A scooter pulled up. Khushi’s son’s feet patted the ground as he slowed. “Mom,” he said.

Khushi rolled her eyes at the women. “?‘Mom,’?” she aped, her face distorted. “Before he studied here, it used to be ‘Ma.’?”

“Joys of motherhood, am I right?” Saloni said.

“Yeah. Rewarding.”

“Mom.” Khushi’s son was more embarrassed than impatient, but as Khushi hefted herself onto the pillion, she said: “I’m coming, I’m coming, give your old mother a break. You didn’t exactly arrive in five minutes either, you know.”

They left in a plume of dust. Saloni backed up her husband’s scooter, curving it out into the road. While Geeta mounted as Khushi had, Saloni pulled on long gloves and wound a scarf across the lower half of her face and over her head like a dacoit.

“Ready?” she asked, her voice muffled.

“Ready,” Geeta said into her friend’s ear. They could talk while driving so long as Geeta kept her head close to Saloni’s and they both shouted.

“Did that happen when we were in school? I don’t remember Dalit kids cleaning toilets. I remember Payal, though.”

“Who?” Saloni turned her head so her words weren’t snatched by the wind. “I remember them in class—they always sat in the back. On those gunny bags, though, not at the desks.”

“Shitty.”

“We weren’t as bad as other places, you know, with the beatings and the shit-eating and stuff. They kept to themselves; we kept to ourselves.”

Grit from the road hit Geeta’s eyes and she closed them as they watered. Wind whisked the moisture away. “That’s our best defense? That we’re ‘not that bad’?”
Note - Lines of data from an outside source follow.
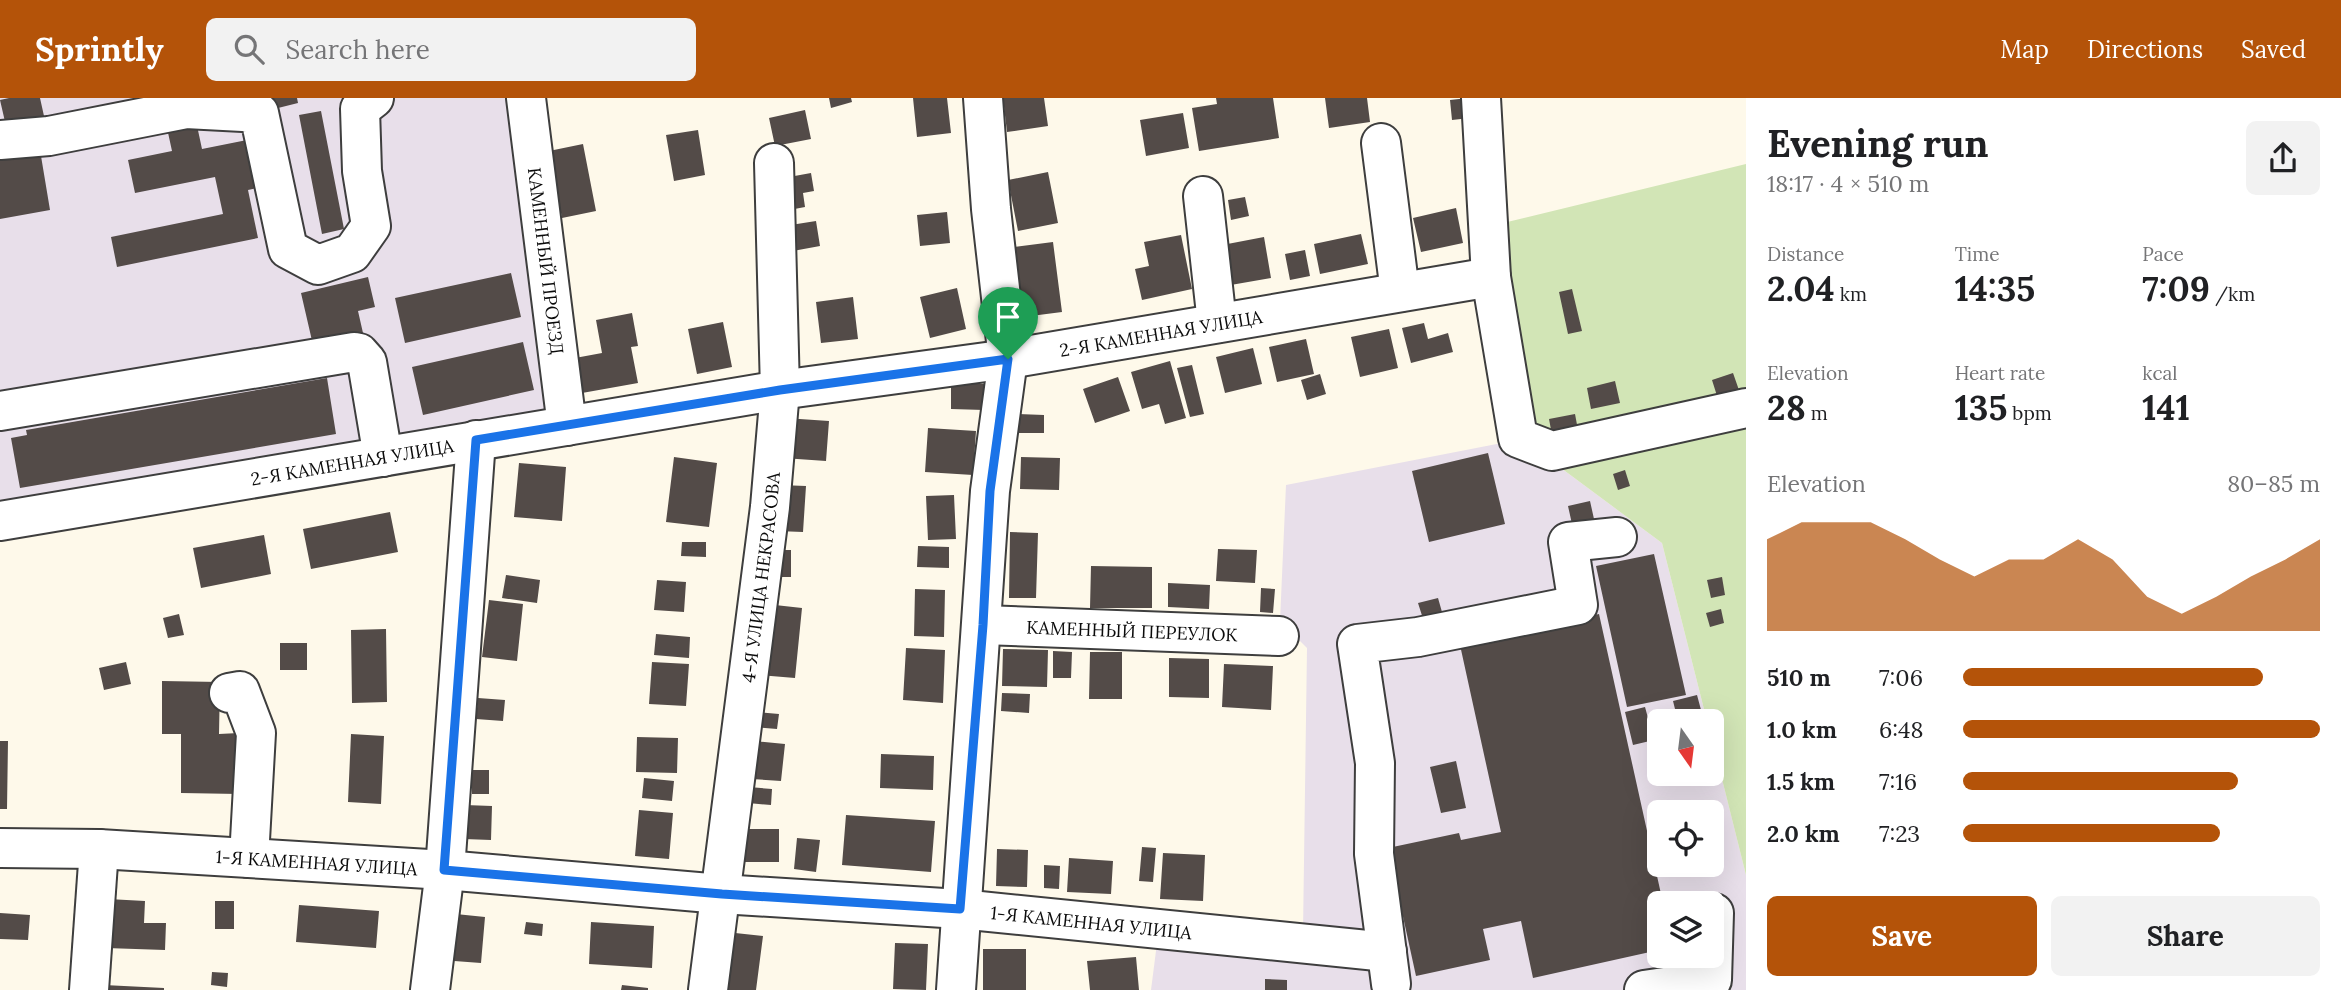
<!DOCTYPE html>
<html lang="en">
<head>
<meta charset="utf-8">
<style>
  body { margin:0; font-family:Lora,serif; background:#f2f2f2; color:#202124; height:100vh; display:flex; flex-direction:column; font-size:26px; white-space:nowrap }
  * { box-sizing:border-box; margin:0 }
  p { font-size:23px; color:#757577 }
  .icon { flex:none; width:38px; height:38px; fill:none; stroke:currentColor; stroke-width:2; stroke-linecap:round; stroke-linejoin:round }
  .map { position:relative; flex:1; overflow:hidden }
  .details { display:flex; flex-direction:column; background:#fff; width:595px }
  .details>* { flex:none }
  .needle { width:46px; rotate:166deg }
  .buttons { position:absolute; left:1647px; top:611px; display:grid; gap:14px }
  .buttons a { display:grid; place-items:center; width:77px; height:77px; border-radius:10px; background:#fff; box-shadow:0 7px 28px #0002; font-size:35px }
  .pin { position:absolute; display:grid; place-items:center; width:60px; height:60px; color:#fff; margin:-72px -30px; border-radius:50% 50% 50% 0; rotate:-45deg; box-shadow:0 0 7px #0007 }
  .pin .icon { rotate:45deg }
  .round { display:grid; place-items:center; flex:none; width:74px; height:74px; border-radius:10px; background:#f2f2f2 }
  .summary { display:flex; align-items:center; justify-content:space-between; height:119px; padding:0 21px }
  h1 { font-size:38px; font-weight:700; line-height:52px }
  .stats { display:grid; grid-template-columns:repeat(3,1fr); gap:10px; height:119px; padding:7px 21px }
  .stats div { display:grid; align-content:center }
  .stats b { font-size:35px; font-weight:700 }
  .stats small { font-size:19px; font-weight:400 }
  .stats p { font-size:19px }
  .chart { height:196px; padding:14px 21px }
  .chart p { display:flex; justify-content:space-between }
  .chart svg { width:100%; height:126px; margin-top:7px; fill:#b45309; opacity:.7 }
  .action { display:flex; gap:14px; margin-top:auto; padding:14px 21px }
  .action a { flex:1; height:80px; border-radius:10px; background:#b45309; color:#fff; font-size:28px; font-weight:700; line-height:80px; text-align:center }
  .action a+a { background:#f2f2f2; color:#202124 }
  ul { padding:0 21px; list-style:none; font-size:23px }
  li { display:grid; grid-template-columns:112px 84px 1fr; align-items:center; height:52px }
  li i { height:18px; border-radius:9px; background:#b45309 }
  header { display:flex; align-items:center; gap:42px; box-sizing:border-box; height:98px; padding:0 35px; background:#b45309; color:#fff }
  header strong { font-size:33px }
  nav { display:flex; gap:38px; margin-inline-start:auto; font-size:24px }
  .search { width:490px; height:63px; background:#f2f2f2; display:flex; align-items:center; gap:18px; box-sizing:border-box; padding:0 24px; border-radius:10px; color:#757577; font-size:26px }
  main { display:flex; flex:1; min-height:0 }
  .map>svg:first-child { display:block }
  .industrial { fill:#e8dfea; fill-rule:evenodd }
  .green { fill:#d2e5b6 }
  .building { fill:#534b48 }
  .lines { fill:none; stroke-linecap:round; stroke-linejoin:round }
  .minor-casing { stroke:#3e3e3e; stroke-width:42 }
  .minor { stroke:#fff; stroke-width:38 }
  .route-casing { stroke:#fff; stroke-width:14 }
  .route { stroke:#1a73e8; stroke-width:9 }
  .labels { text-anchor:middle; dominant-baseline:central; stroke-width:7; stroke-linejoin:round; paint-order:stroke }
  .street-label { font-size:18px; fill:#0b0b0b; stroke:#fff }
</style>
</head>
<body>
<header>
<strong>Sprintly</strong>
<div class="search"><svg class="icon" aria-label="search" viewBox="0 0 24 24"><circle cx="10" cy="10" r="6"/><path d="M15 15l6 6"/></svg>Search here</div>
<nav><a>Map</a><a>Directions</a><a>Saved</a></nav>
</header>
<main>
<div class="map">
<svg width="1746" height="892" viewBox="0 0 1746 892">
  <rect width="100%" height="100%" fill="#fef9ea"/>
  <path class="industrial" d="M 0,0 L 507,0 L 561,314 L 0,412 Z
    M 1507,344 L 1530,347 L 1662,445 L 1707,623 L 1659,623 L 1659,676 L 1712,676 L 1712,641 L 1746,777 L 1746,892 L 1151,892 L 1157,845 L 1303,834 L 1307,550 L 1280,523 L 1286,387 ZM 1659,714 L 1712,714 L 1712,766 L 1659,766 ZM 1659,805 L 1712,805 L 1712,858 L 1659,858 Z"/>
  <path class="green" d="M 1746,66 L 1746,777 L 1712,641 L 1712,623 L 1707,623 L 1662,445 L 1530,347 L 1499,126 Z"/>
  <path class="building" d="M 9,0 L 40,0 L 44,18 L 6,28 L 0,2 Z
    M 271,0 L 297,0 L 298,5 L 274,11 Z
    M 829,0 L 851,0 L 852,4 L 831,10 Z
    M 913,0 L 947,0 L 951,35 L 917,39 Z
    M 1003,0 L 1044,0 L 1048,28 L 1007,34 Z
    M 1216,0 L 1273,0 L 1279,40 L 1199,53 L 1192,10 L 1217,6 Z
    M 1325,0 L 1367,0 L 1370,24 L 1329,30 Z
    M 1468,0 L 1470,20 L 1452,22 L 1450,2 Z
    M 805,12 L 811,41 L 775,48 L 769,20 Z
    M 321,13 L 344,131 L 322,136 L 299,17 Z
    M 1183,15 L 1189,50 L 1146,58 L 1140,22 Z
    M 196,23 L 202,51 L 252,41 L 261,89 L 248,92 L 258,140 L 117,169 L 111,139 L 223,116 L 215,79 L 135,95 L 128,62 L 172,53 L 167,30 Z
    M 698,32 L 705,77 L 674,83 L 666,37 Z
    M 583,46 L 596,113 L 562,120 L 549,53 Z
    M 40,52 L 50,112 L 0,121 L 0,59 Z
    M 1048,74 L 1058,125 L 1018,133 L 1008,82 Z
    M 811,75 L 814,93 L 803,95 L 805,109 L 784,113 L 778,81 Z
    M 1245,99 L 1249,118 L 1231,122 L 1228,102 Z
    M 1456,110 L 1463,145 L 1421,154 L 1413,120 Z
    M 947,114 L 950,145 L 920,148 L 917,117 Z
    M 816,123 L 820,148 L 782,155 L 778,129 Z
    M 1361,136 L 1368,166 L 1320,176 L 1314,146 Z
    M 1181,137 L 1192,191 L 1142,202 L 1135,171 L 1149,168 L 1144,144 Z
    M 1264,139 L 1271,180 L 1225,188 L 1217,148 Z
    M 1053,144 L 1062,214 L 1023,219 L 1014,149 Z
    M 1305,152 L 1310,178 L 1290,182 L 1285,156 Z
    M 511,175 L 521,219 L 405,245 L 395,200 Z
    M 368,179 L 375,209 L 358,213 L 363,235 L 313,247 L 301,195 Z
    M 957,190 L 966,231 L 930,240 L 920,199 Z
    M 1572,191 L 1582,233 L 1568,236 L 1559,194 Z
    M 853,199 L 858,241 L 821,245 L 816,204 Z
    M 632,215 L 638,248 L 631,249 L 638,285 L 582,295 L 575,260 L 602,255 L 596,222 Z
    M 723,224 L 732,269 L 697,276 L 688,231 Z
    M 1424,225 L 1428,241 L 1448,235 L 1453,254 L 1411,265 L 1402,230 Z
    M 1389,231 L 1398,270 L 1360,279 L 1351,239 Z
    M 1306,241 L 1314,276 L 1277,284 L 1269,249 Z
    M 523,244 L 534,292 L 423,317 L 412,269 Z
    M 1253,250 L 1262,286 L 1225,295 L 1216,259 Z
    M 1170,263 L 1186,320 L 1165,326 L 1159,306 L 1142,311 L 1131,274 Z
    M 1192,267 L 1204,316 L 1190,319 L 1177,270 Z
    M 1733,275 L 1740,295 L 1718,301 L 1712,282 Z
    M 1320,276 L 1326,296 L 1307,302 L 1301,282 Z
    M 1118,279 L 1130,313 L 1095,325 L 1083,291 Z
    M 327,280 L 336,336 L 20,390 L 11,340 L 27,337 L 26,332 Z
    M 1615,283 L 1620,305 L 1591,311 L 1587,290 Z
    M 951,285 L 985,286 L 984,312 L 951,311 Z
    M 1018,316 L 1044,317 L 1044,335 L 1018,335 Z
    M 1575,316 L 1578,332 L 1552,337 L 1549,321 Z
    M 785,320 L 829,323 L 826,363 L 783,360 Z
    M 928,330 L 976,333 L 973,377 L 925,374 Z
    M 1488,355 L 1505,426 L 1429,444 L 1412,373 Z
    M 674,359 L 717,365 L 709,429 L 666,424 Z
    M 1021,359 L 1060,360 L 1059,392 L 1020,391 Z
    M 519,365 L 566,369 L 562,423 L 514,419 Z
    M 1625,372 L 1630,388 L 1618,392 L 1613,376 Z
    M 780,387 L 806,388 L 803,434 L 777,433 Z
    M 954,397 L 956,441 L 928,442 L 926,398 Z
    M 1590,403 L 1596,430 L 1574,435 L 1568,408 Z
    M 390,414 L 398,454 L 311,471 L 303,431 Z
    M 1010,434 L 1038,435 L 1036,500 L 1009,500 Z
    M 264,437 L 271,476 L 201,490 L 193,450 Z
    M 682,444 L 706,444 L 706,459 L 681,458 Z
    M 918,448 L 949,449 L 949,470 L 917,469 Z
    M 1218,451 L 1257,452 L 1255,485 L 1216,483 Z
    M 772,452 L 791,452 L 791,479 L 772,479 Z
    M 1654,456 L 1686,597 L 1627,609 L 1596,468 Z
    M 1091,468 L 1152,469 L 1152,510 L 1090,510 Z
    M 506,477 L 540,482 L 537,505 L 502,500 Z
    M 1722,479 L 1725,497 L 1711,500 L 1707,482 Z
    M 657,482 L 686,484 L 684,514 L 654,512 Z
    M 1168,485 L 1210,487 L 1209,511 L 1168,509 Z
    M 1261,490 L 1275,491 L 1273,515 L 1260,514 Z
    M 915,491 L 945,492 L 944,539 L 914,538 Z
    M 1438,500 L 1444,521 L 1425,527 L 1418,505 Z
    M 489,502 L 523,506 L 517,563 L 482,559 Z
    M 766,506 L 802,510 L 795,580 L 759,577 Z
    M 1721,511 L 1724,525 L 1710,529 L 1706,515 Z
    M 179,516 L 184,537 L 168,540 L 163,520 Z
    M 1599,516 L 1663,805 L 1659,805 L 1659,852 L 1533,880 L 1521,823 L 1483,831 L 1490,862 L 1416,878 L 1388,750 L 1459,735 L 1461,742 L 1501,734 L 1460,547 Z
    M 386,531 L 387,604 L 352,605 L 351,532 Z
    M 656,536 L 690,539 L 689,560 L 654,557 Z
    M 280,545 L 307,545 L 307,572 L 280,572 Z
    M 906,550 L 945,552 L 943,605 L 903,602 Z
    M 1003,551 L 1048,552 L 1047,589 L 1002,588 Z
    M 1053,553 L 1072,554 L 1071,580 L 1053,580 Z
    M 1090,554 L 1122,554 L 1122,601 L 1089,601 Z
    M 1169,560 L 1209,561 L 1209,600 L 1169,599 Z
    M 126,564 L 131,586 L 104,592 L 99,570 Z
    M 652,564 L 689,566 L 686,608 L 649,606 Z
    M 1224,566 L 1273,568 L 1271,612 L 1222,609 Z
    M 162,583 L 220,584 L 219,636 L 239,635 L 239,696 L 181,695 L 181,636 L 162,636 Z
    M 1002,595 L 1030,596 L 1029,615 L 1001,613 Z
    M 1697,597 L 1704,623 L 1678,623 L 1673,603 Z
    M 478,600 L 505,602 L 503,623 L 476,621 Z
    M 1645,609 L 1654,642 L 1633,647 L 1625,614 Z
    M 755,614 L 779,616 L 777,631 L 754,629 Z
    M 351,636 L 384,638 L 381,706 L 348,704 Z
    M 637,639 L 678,640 L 677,675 L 636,674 Z
    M 0,643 L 8,643 L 7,711 L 0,711 Z
    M 754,643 L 785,646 L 781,683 L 752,681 Z
    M 881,656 L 934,658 L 933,692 L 880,690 Z
    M 1456,663 L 1466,710 L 1441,715 L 1430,669 Z
    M 472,672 L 489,672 L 489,696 L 472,696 Z
    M 644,680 L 674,683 L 672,703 L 642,700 Z
    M 749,689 L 772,691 L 771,707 L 748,705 Z
    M 465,707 L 492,708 L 491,742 L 464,741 Z
    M 639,712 L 673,715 L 669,761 L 635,758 Z
    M 846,717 L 935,723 L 931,774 L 842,767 Z
    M 743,731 L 779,731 L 779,764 L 743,764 Z
    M 797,740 L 820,742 L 816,774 L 794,771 Z
    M 1142,749 L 1156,750 L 1153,784 L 1139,783 Z
    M 997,751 L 1028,752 L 1027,789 L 996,788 Z
    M 1163,755 L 1205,757 L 1203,803 L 1160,801 Z
    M 1069,760 L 1113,763 L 1111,796 L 1067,794 Z
    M 1044,767 L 1060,768 L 1059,791 L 1044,790 Z
    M 108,801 L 145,803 L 144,825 L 166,825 L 165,852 L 106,850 Z
    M 215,803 L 234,803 L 234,831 L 215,831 Z
    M 299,807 L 379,813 L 376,850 L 296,844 Z
    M 0,815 L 30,817 L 28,842 L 0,841 Z
    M 446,815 L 485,819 L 481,865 L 441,862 Z
    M 526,824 L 543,826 L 542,838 L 524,836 Z
    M 591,824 L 654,828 L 652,870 L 589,866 Z
    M 726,834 L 763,838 L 756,892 L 718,892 Z
    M 895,845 L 928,846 L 926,892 L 893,891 Z
    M 983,851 L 1026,851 L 1026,892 L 983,892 Z
    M 1136,859 L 1139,892 L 1090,892 L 1087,863 Z
    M 212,874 L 228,875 L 227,889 L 211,887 Z
    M 1265,881 L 1287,882 L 1287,892 L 1265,892 Z
    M 104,887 L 164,890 L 164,892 L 104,892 Z
    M 622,887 L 648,890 L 648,892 L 621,892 Z"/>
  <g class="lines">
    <defs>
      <g id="minor">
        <path id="s1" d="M 526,0 L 567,328"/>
        <path d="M 1481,0 L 1491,179 L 1518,340 L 1552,353 L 1746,310"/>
        <path d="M 0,42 L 49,38 L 186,11 L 259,15 L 288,151 L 318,167 L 352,155 L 371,128 L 362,73 L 360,11 L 374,0"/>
        <path d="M 1381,45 L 1400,194"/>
        <path d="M 1203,98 L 1217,225"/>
        <path d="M 0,313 L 354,254 L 359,255 L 367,264 L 383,359"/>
        <path id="s2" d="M 0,423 L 780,292 L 1008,261 L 1491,179"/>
        <path id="s3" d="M 983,527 L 1279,538"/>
        <path d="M 229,595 L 240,593 L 256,635 L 249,760"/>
        <path id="s4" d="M 0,750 L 99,751 L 445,772 L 721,796 L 960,811 L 1387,854"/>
        <path d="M 1391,886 L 1374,756 L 1375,665 L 1357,546 L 1418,539 L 1578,507 L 1568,444 L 1617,439"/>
        <path d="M 89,892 L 99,751"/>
        <path d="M 430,892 L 445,772 L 476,342"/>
        <path id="s5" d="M 708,892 L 770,409 L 780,292 L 774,65"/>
        <path d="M 956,892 L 990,393 L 1008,261 L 991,111 L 983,0"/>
        <path d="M 1644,892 L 1712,882 L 1714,815"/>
      </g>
    </defs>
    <use href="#minor" class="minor-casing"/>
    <use href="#minor" class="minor"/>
  </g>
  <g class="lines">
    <defs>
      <path id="route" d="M 1008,261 L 990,393 L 983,527 L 960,811 L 722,796 L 444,772 L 476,342 L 780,292 Z"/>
    </defs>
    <use href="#route" class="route-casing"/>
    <use href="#route" class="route"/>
  </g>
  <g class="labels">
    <g class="street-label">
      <text stroke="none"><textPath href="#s1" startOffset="164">КАМЕННЫЙ ПРОЕЗД</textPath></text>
      <text stroke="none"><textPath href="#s2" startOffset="1176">2-Я КАМЕННАЯ УЛИЦА</textPath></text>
      <text stroke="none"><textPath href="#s2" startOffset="357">2-Я КАМЕННАЯ УЛИЦА</textPath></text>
      <text stroke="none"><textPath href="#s5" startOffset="416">4-Я УЛИЦА НЕКРАСОВА</textPath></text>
      <text stroke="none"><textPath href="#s3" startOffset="149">КАМЕННЫЙ ПЕРЕУЛОК</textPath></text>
      <text stroke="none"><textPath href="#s4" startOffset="317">1-Я КАМЕННАЯ УЛИЦА</textPath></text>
      <text stroke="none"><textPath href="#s4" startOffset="1094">1-Я КАМЕННАЯ УЛИЦА</textPath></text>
    </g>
  </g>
</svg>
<div class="buttons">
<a><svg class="needle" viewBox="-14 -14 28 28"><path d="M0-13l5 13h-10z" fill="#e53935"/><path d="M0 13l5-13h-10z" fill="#757577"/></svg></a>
<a><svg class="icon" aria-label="locate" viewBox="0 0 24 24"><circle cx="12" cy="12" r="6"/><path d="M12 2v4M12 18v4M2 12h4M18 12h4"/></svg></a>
<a><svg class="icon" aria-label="layers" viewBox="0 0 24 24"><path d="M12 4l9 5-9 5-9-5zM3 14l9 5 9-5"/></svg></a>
</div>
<div class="pin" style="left:1008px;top:261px;background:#1e9e55"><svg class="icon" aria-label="arrive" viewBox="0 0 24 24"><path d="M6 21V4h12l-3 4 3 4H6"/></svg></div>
</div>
<section class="details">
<div class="summary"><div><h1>Evening run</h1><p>18:17 · 4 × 510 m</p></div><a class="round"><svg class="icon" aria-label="share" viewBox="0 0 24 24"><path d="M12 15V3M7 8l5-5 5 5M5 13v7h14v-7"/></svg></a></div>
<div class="stats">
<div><p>Distance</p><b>2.04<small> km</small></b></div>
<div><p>Time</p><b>14:35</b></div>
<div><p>Pace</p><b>7:09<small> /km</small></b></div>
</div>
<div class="stats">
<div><p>Elevation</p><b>28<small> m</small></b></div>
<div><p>Heart rate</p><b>135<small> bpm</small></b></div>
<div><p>kcal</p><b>141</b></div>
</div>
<div class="chart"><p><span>Elevation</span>80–85 m</p>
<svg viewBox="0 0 160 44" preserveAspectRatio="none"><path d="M0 44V12L10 6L20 6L30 6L40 12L50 19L60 25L70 19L80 19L90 12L100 19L110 32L120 38L130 32L140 25L150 19L160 12V44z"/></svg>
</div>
<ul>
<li><b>510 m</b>7:06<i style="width:84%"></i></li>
<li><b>1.0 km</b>6:48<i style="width:100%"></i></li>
<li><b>1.5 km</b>7:16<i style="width:77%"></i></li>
<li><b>2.0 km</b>7:23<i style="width:72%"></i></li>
</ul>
<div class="action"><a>Save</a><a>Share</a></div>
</section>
</main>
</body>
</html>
“Listen, I’m Brahmin and I grew up with way less than Khushi’s sons. And my duffer brothers were so proud. They could’ve died of starvation, but at least they’d have died ‘unpolluted Brahmins.’ Never mind that we ate whatever we could get our hands on, meat, too. ‘Unpolluted’ my left tit! Forget caste, Geeta, money is power. And Khushi has it.”

“They kept her outside the police station, shoeless; how is that power?”

Saloni’s staticky groan was aggrieved, as though Geeta was pouring the fault on her head alone. “What can we do? We can’t even get them to update the census data in our town, and you wanna change two thousand years of ‘tradition’? Obviously, abusing them is wrong. That’s why it’s just easier to, you know, keep quiet, understand and accept it.”